Thursday, March 4, 2010

Alone Time

Here I am sitting in front of my computer again. This seems to be becoming a habit. I'm rocking the alone time here again. Once again I'm not entirely sure I should be hanging out on my own. Luckily it isn't for as long as it was last night. My car got fixed today so I could go to rehearsal. That was the magical three hour break in my woeful existence. It is hard to be worried or upset when you are trying to remember wacky lyrics and crazy dances. Three hours of "tip the hat tip the hat tip the hat tip the hat" were a wonderful distraction. Unfortunately the car drive over sucked ass as did the car ride back. Too much alone time. I really just need distracting conversations about nothing on those drives. I just need to listen to a calming voice that gives me hope that everything will be alright.
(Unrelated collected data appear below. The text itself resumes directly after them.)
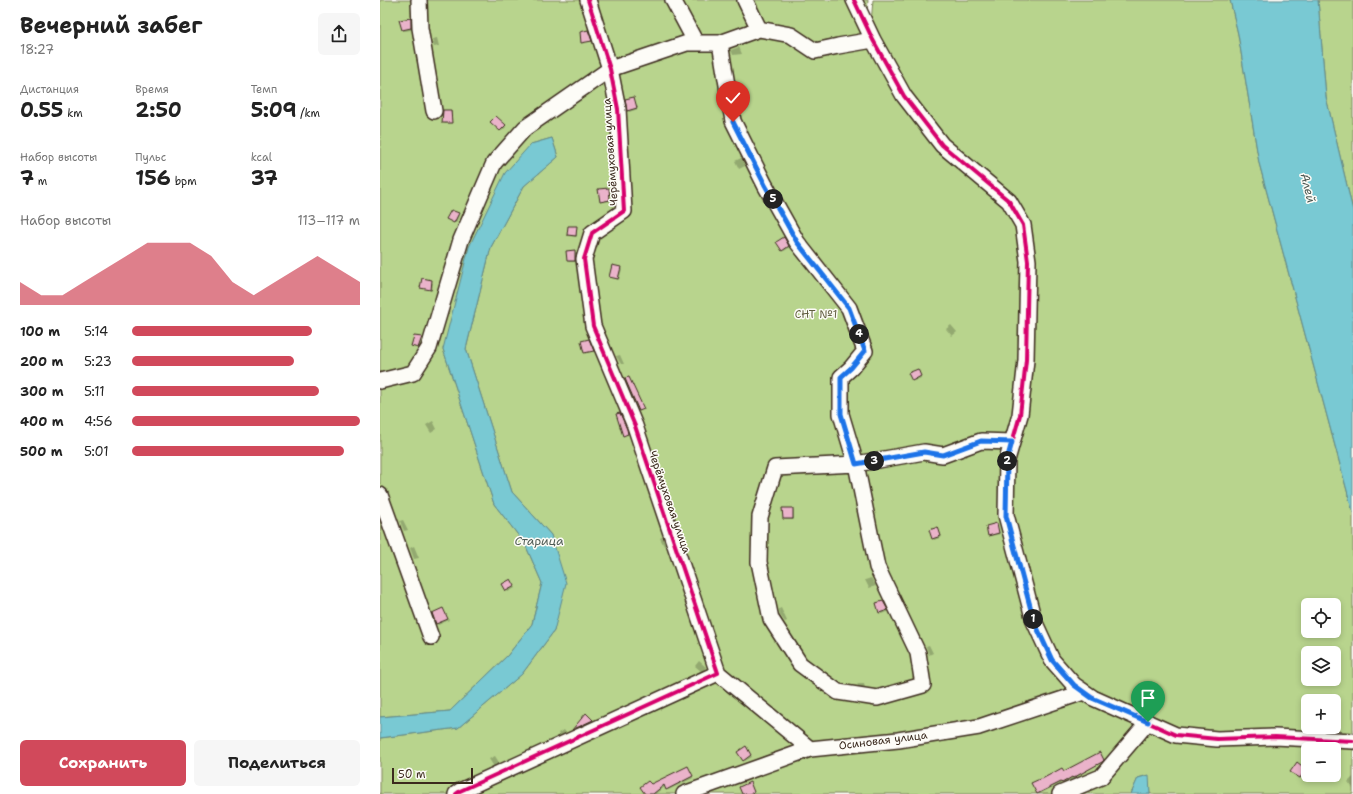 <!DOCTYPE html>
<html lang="ru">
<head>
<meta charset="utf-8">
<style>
  :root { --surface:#fff; --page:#f6f6f6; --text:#222; --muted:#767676; --accent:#d1495b }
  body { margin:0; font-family:"Shantell Sans",sans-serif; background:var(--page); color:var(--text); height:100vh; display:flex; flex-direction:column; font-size:15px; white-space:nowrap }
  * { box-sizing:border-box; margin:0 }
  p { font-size:13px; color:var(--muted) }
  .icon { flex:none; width:22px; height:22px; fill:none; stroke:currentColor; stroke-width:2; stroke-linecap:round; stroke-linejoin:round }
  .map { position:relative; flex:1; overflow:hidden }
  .side { display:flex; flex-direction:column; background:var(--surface); width:380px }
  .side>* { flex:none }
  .fabs { position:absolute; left:921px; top:598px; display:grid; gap:8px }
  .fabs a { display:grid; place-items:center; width:40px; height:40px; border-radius:6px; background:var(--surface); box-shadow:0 2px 6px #0003; font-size:20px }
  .scale { position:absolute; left:12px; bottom:10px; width:81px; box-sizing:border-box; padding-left:4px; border:2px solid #3b2a1e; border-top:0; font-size:11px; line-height:14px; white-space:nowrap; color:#3b2a1e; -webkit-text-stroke:3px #fdfcf7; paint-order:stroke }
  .pin { position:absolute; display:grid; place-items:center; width:34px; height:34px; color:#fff; margin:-41px -17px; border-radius:50% 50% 50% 0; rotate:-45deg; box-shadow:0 0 4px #0007 }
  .pin .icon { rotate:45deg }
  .km { position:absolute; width:20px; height:20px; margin:-10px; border-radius:50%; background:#222; color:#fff; font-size:11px; line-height:20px; text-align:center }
  .round { display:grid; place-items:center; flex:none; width:42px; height:42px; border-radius:6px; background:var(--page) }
  .headline { display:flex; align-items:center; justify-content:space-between; height:68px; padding:0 20px }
  h1 { font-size:22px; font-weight:700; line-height:30px }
  .figures { display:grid; grid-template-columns:repeat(3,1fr); gap:6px; height:68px; padding:4px 20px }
  .figures div { display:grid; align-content:center }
  .figures b { font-size:20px; font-weight:700 }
  .figures small { font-size:11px; font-weight:400 }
  .figures p { font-size:11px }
  .chart { height:112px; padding:8px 20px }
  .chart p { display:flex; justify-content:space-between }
  .chart svg { width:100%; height:72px; margin-top:4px; fill:var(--accent); opacity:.7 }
  .button { display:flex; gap:8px; margin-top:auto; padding:8px 20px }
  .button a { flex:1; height:46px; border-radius:6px; background:var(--accent); color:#fff; font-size:16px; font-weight:700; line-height:46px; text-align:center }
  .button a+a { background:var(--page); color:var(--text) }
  ul { padding:0 20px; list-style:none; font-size:13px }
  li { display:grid; grid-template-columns:64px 48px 1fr; align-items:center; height:30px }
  li i { height:10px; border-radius:5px; background:var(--accent) }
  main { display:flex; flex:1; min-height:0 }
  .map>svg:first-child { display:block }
</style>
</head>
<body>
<main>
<section class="side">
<div class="headline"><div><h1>Вечерний забег</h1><p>18:27</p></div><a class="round"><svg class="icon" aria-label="share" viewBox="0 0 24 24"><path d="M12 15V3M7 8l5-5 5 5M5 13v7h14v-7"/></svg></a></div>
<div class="figures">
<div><p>Дистанция</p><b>0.55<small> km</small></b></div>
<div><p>Время</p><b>2:50</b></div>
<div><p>Темп</p><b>5:09<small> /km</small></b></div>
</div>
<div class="figures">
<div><p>Набор высоты</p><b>7<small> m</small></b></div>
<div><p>Пульс</p><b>156<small> bpm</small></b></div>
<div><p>kcal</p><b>37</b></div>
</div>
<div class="chart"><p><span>Набор высоты</span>113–117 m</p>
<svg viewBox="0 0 160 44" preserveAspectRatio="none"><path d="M0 44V30L10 38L20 38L30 30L40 22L50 14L60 6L70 6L80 6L90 14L100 30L110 38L120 30L130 22L140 14L150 22L160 30V44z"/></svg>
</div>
<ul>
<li><b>100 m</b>5:14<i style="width:79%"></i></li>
<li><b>200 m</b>5:23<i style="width:71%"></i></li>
<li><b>300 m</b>5:11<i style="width:82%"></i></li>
<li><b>400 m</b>4:56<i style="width:100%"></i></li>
<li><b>500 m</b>5:01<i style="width:93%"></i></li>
</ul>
<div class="button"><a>Сохранить</a><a>Поделиться</a></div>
</section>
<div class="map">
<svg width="973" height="794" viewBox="0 0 973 794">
  <rect width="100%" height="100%" fill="#fdfcf7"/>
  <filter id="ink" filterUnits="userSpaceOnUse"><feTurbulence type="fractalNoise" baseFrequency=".025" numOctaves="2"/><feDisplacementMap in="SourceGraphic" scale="8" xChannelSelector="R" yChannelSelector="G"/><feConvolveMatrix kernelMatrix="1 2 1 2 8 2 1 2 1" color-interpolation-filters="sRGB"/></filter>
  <g filter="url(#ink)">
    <path fill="#b8d48d" stroke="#7a7f56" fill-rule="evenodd" d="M0,0H488L486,25L521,96L650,229L566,140L529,94L491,23L493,0H850L858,34L879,163L973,513V794H770L768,775L758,778L751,794H0V738L78,728L142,674L174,631L171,535L132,492L86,349L111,247L144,186L178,157L172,138L151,144L63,349L114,504L145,544L162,583L152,624L128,655L70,711L0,717ZM928,605H954V631H928ZM928,653H954V679H928ZM928,701H954V727H928ZM928,749H954V775H928Z
      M938,0H973V211L946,97Z"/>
    <path fill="#79c9d3" stroke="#60898b" d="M850,0H938L946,97L973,211V513L879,163L858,34Z
      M172,138L178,157L144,186L111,247L86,349L132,492L171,535L186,583L174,631L142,674L78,728L0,738V717L70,711L128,655L152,624L162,583L145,544L114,504L63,349L89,247L125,173L151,144Z
      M769,775L770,794H751L758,778Z"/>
    <path fill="#0003" d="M30,19L32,30L24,31L21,21Z
      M57,38L59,46L54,47L52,39Z
      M359,47L362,54L353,55L351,50Z
      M254,98L258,109L249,112L248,110Z
      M70,111L72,112V123L65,124L64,123Z
      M116,117L126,127L122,131L111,122Z
      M361,158L365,166L359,169L355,161Z
      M228,189L231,201L222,202L221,201Z
      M78,214L79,215L76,223L69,220Z
      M196,227L197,229V237L189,236L188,235Z
      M405,240L409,248L404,251L403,250Z
      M187,252H195L196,253V262H189L188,261Z
      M240,268L242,269L239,280L230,277Z
      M42,280L53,283L52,291L41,287Z
      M571,325L577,332L572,336L566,329Z
      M41,338L43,340L40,349L34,347L33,346Z
      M240,355L244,364H241L236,356Z
      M539,371L541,378L534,381L533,380Z
      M53,421L57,429L51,433L46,425Z
      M412,509L414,510V520H405L404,519Z
      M23,520L28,530L24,531L20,521Z
      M617,524L620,534L610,536L609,535Z
      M558,528L562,537L554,540L553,538Z
      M282,537L286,545L284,546L280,538Z
      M34,546L39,558L34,559L30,548Z
      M491,578L496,586L489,588L485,580Z
      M132,581L135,588L128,592L127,590Z
      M504,603L508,612L501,614L497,604Z
      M401,608L407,621L405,622L400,615L399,609Z
      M63,610L69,620L58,625L57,623Z
      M549,645L553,653L549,655L546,646Z
      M319,661L326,667L322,672L315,666Z
      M477,683H484L485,688L478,686Z
      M206,715L214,722L194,731L193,730Z
      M184,730L187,734L180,737L178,733Z
      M367,749L372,757L365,761L364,760Z
      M721,754L724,761L695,778L684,784L683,782L659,794L658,793L663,780L684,772Z
      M115,756L120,764L114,767L109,759Z
      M309,769L313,778L288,790L286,786L275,794H266L271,785Z
      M926,770L927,771L921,779L913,773Z
      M973,777V788L968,782Z"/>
    <path fill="#eab3ca" stroke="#3b2a1e" d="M31,18V28L22,30L19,20Z
      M208,30L212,41L201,43L200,32Z
      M254,97L257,108L247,111L245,99Z
      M63,110H71L72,123H62Z
      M116,116L126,125L120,131L110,122Z
      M229,188L230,200L220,202L218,189Z
      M71,210L79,213L74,223L66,219Z
      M188,226H197L196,236L187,235Z
      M404,237L409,246L402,251L396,242Z
      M195,250V261H187L186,251Z
      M232,265L241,267L238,279L229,277Z
      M42,278L52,280L51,290L40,288Z
      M34,336L42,337L38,348L31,346Z
      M209,339L214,351L204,353L201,341Z
      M538,369L541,376L532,381L528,373Z
      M249,377L264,409L259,411L246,381L245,378Z
      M240,413L247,429L248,434L243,436L236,414Z
      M402,508H413V519H403Z
      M617,523L619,533L608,536L606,526Z
      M558,527L561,536L552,539L549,530Z
      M131,579L135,586L126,591L122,584Z
      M503,601L508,610L499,613L496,603Z
      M63,608L68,619L56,624L52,613Z
      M206,713L213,720L192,730Z
      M366,746L371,755L363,761L357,752Z
      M720,752L724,760L722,762L693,778L692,777L682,783L681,782L657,794L651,783L662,778V779L682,768L684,771Z
      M917,762L926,769L920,778L910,772Z
      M308,766L313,776L286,790L284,785L273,794H265L260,787L268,781L271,784Z
      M370,782L374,792L369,794H362L359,787Z"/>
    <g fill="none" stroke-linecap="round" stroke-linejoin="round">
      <defs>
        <path id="minor" d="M39,0L40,28L54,111
          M293,0L316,43
          M365,0L379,29
          M474,0L493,40L524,96L562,145L629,201L643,225L648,261L646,360L640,415L627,460L626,515L654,621L672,660L694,685L713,698L796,735L837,739L895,737L973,741
          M340,43L353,121L385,185L417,242L469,308L485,351L471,368L461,377V414L476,464L497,567L538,653L543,685L497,698L458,692L420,664L391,619L379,562L380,517L395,468L476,464L544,452L563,455L601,441L632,442
          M0,381L33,373L49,348L81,240L114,163L145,128L230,69L307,43H340L379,29L411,35L435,51L458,46L493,40
          M0,495L51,637
          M338,673L430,749
          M76,794L80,791L338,673L255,426L213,326L204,259L212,233L244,211L238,109L230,69L208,0
          M304,794L430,749L518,740L599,727L704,692
          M680,794L721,777L768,722"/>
      </defs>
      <use href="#minor" stroke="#3b2a1e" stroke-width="18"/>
      <use href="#minor" stroke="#fdfcf7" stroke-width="15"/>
      <defs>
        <path id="cycleway" d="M474,0L493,40L524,96L562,145L629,201L643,225L648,261L646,360L640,415L627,460L626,515L654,621L672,660L694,685L713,698L796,735L837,739L895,737L973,741
          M76,794L80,791L338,673L255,426L213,326L204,259L212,233L244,211L238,109L230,69L208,0"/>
      </defs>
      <use href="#cycleway" stroke="#fdfcf7" stroke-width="6"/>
      <use href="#cycleway" stroke="#d6006c" stroke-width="4"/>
    </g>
  </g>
  <g fill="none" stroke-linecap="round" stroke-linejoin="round" filter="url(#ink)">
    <defs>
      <path id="route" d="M353,122L385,185L417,242L469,308L485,351L471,368L461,377V414L476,464L544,452L563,455L601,441L632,442L627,460L626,516L654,621L672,660L694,685L712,698L768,722"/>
    </defs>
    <use href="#route" stroke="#fff" stroke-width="8"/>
    <use href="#route" stroke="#1a73e8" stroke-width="5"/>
  </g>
  <g text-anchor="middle" stroke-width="3" stroke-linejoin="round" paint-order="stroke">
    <g font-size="11" fill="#3b2a1e" stroke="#fdfcf7">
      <text transform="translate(230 152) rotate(-94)" y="4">Черёмуховая улица</text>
      <text transform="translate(290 502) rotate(71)" y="4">Черёмуховая улица</text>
      <text transform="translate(503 740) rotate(-7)" y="4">Осиновая улица</text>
    </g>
    <g font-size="11" fill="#605d3f" stroke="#fdfcf7">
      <text x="436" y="318">СНТ №1</text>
    </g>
    <g font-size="12" font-style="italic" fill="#4e5a54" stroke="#fdfcf7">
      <text transform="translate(928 188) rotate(76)" y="4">Алей</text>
      <text x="159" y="545">Старица</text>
    </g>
  </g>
</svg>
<div class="fabs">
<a><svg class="icon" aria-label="locate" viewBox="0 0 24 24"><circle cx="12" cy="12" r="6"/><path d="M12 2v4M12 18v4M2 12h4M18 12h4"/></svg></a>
<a><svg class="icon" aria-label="layers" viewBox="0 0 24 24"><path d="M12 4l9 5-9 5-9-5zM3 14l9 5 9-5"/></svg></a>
<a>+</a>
<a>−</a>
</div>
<div class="scale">50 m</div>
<div class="pin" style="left:768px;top:722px;background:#1e9e55"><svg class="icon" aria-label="arrive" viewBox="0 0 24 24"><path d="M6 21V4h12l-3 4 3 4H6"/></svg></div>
<div class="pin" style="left:353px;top:122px;background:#d93025"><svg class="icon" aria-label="check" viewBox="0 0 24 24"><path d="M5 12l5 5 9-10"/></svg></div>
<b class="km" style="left:653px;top:619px">1</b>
<b class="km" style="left:627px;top:461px">2</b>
<b class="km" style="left:494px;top:461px">3</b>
<b class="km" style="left:479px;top:334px">4</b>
<b class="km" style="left:393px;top:199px">5</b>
</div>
</main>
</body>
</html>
That really does get to become a lot to ask of your friends. I'm not sure where my head is at the moment, but I know that things are just a little easier when I hear their voices. Am I being extremely selfish using them as a crutch? It is a hard question to answer. The crazy doctor told me to not talk to them about my woes. That I should turn to her or other crazy doctors. I don't think I can do that and I told her that. She point blank asked me if I would call them if I was in a dark place and I told her no. I have a really hard time talking to strangers about anything. Why would I turn to someone who doesn't give a damn about me? She seems to think I am willing to do this. She's wrong there. I guess what she is doing is isolating me more. I will tell everyone that I am fine. That is what she wants and I can do that but I can't talk to strangers. Hell, I have a very difficult time speaking to her. I guess I have to figure this out alone which sucks because I'm terrified of myself when I'm alone. What do you do, right?